||February 8, 2007
||Dr. Jean-Philippe Vert, Ecole des Mines de Paris
||Kernel methods in computational biology
|| Many problems in computational biology and chemistry can be formalized
as classical statistical problems, e.g., pattern recognition, regression
or dimension reduction, with the caveat that the data are often not
vectors. Indeed objects such as gene sequences, small molecules, protein
3D structures or phylogenetic trees, to name just a few, have particular
structures which contain relevant information for the statistical
problem but can hardly be encoded into finite-dimensional vector
Kernel methods are a class of algorithms well suited for such problems.

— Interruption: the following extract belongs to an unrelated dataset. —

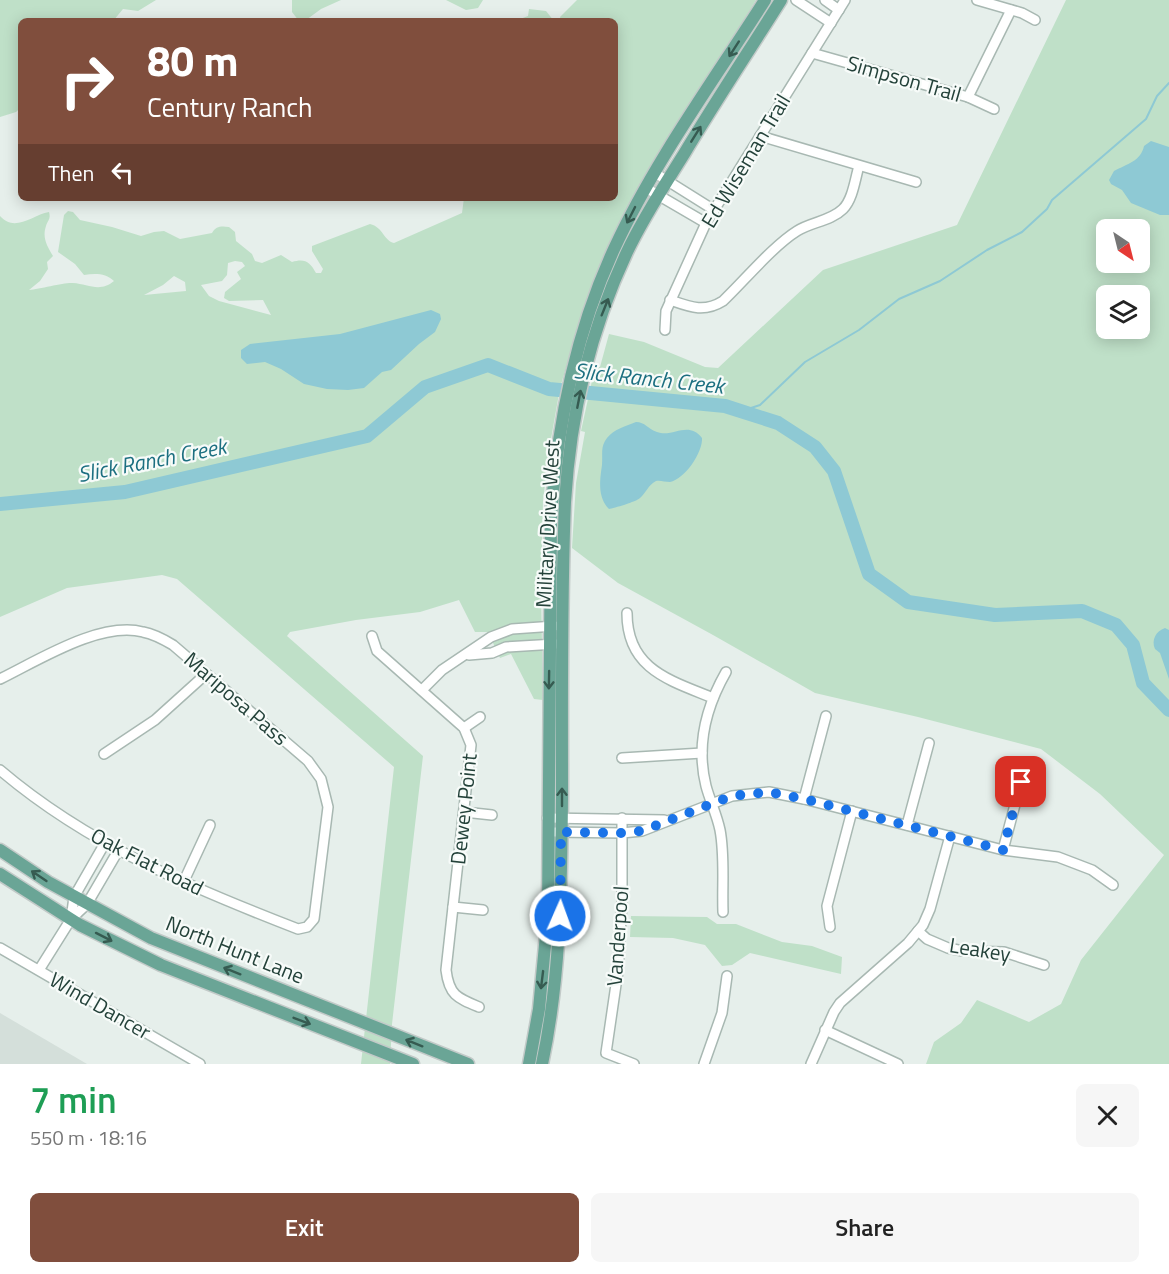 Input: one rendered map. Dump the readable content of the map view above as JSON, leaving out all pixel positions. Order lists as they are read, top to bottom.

Indeed they extend the applicability of many statistical methods
initially designed for vectors to virtually any type of data, without
the need for explicit vectorization of the data. The price to pay for
this extension to non-vectors is the need to define a positive definite
kernel between the objects, formally equivalent to an implicit
vectorization of the data. The "art" of kernel design for various
objects have witnessed important advances in recent years, resulting in
many state-of-the-art algorithms in computational biology and chemistry,
as well as many other fields.
The goal of this short course is to present the mathematical foundations
of kernel methods, as well as the main approaches that have emerged so
far in kernel design. The relevance of these methods will be illustrated
by several examples in computational biology.